GM tomatoes boosted for health

Related tags Dna

German scientists have engineered a genetically modified "healthy"
tomato that prevents its new genes from passing to other crops.

German scientists have produced a "safer" genetically modified tomato with functional food benefits, the BBC reported this week. According to the report, scientists have not only managed to engineer a tomato plant that prevents its new genes from passing to other crops - an ongoing concern for organic farmers and conservation groups - but that also has much higher levels of a desired health-giving protein in the edible tissues of the plant. The scientists envision "super tomatoes" that offer consumers substantially increased vitamin content. "We are also planning to make tomato plants that express vaccines in the fruits for oral immunisation,"​ lead researcher Professor Ralph Bock, at the Institute of Plant Biochemistry and Biotechnology in Munster, told BBC News Online. Bock and colleagues built on a newly developed technique for the genetic modification of plants. Instead of introducing a gene for a particular trait into a plant's nuclear DNA, the coding sequence is put in amongst the small amount of DNA found in small cellular compartments known as plastids. In this case, the German team targeted chloroplasts, which generate energy from sunlight. Crucially, the DNA in chloroplasts, unlike nuclear DNA, is not transmitted in pollen.
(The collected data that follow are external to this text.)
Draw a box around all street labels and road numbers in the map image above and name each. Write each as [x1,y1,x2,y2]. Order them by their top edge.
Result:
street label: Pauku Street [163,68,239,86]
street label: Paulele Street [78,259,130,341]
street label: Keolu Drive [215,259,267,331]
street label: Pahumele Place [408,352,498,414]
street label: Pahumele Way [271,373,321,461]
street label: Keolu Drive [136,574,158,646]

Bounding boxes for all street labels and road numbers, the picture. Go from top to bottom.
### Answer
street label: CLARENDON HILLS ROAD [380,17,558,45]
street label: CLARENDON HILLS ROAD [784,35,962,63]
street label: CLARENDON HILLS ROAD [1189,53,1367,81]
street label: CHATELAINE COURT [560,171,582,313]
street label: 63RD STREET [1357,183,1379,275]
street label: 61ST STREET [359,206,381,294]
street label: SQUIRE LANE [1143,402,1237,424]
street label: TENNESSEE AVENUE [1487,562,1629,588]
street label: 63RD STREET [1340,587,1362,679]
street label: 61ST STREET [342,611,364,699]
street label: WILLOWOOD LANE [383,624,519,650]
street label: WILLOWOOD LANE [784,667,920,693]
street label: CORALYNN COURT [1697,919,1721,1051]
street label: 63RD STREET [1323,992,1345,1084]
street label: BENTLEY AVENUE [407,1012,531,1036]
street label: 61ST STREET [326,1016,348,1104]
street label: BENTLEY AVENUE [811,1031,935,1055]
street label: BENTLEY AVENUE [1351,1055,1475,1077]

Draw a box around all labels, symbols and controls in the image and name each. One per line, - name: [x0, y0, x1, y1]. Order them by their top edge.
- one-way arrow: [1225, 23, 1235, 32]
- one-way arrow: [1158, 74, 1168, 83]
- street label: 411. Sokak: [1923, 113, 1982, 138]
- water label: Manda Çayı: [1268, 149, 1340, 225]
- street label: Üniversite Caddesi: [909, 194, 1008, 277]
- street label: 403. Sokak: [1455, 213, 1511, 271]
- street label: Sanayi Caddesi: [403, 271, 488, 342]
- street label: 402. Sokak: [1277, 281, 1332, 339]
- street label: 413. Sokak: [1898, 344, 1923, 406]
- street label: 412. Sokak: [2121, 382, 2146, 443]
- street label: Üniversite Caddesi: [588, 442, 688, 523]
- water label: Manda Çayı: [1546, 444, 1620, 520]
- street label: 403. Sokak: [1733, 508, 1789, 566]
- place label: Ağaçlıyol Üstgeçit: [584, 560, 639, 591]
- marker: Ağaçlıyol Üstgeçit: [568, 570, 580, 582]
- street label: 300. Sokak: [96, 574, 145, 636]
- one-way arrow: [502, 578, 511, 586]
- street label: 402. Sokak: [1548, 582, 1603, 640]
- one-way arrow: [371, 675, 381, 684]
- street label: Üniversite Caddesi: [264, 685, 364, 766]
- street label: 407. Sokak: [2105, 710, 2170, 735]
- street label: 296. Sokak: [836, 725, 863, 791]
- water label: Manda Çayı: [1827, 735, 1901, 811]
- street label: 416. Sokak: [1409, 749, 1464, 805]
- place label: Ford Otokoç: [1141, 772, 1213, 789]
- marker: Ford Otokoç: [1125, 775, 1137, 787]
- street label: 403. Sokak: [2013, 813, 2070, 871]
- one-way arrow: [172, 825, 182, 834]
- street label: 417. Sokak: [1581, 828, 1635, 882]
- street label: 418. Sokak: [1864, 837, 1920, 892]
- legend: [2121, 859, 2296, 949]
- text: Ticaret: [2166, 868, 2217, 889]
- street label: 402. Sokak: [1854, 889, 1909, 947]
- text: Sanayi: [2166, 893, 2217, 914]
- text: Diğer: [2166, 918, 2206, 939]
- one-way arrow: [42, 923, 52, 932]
So this eliminates the possibility that the modified plant's genetic material might "contaminate" other crops or pass undesirable traits to weeds. Until now, though, chloroplast transformation has been achieved routinely only in tobacco; other plants have been sterile or shown disappointing results in the non-leafy tissues, such the fruits. Commenting on the potential nutraceutical benefits of the tomatoes the scientists said: "Given the generally very high foreign protein accumulation rates that can be achieved in transgenic chloroplasts, this system paves the way to efficient production of edible vaccines, pharmaceuticals, and antibodies in tomato."​ Full findings are published in the September 2001 issue of Nature Biotechnology.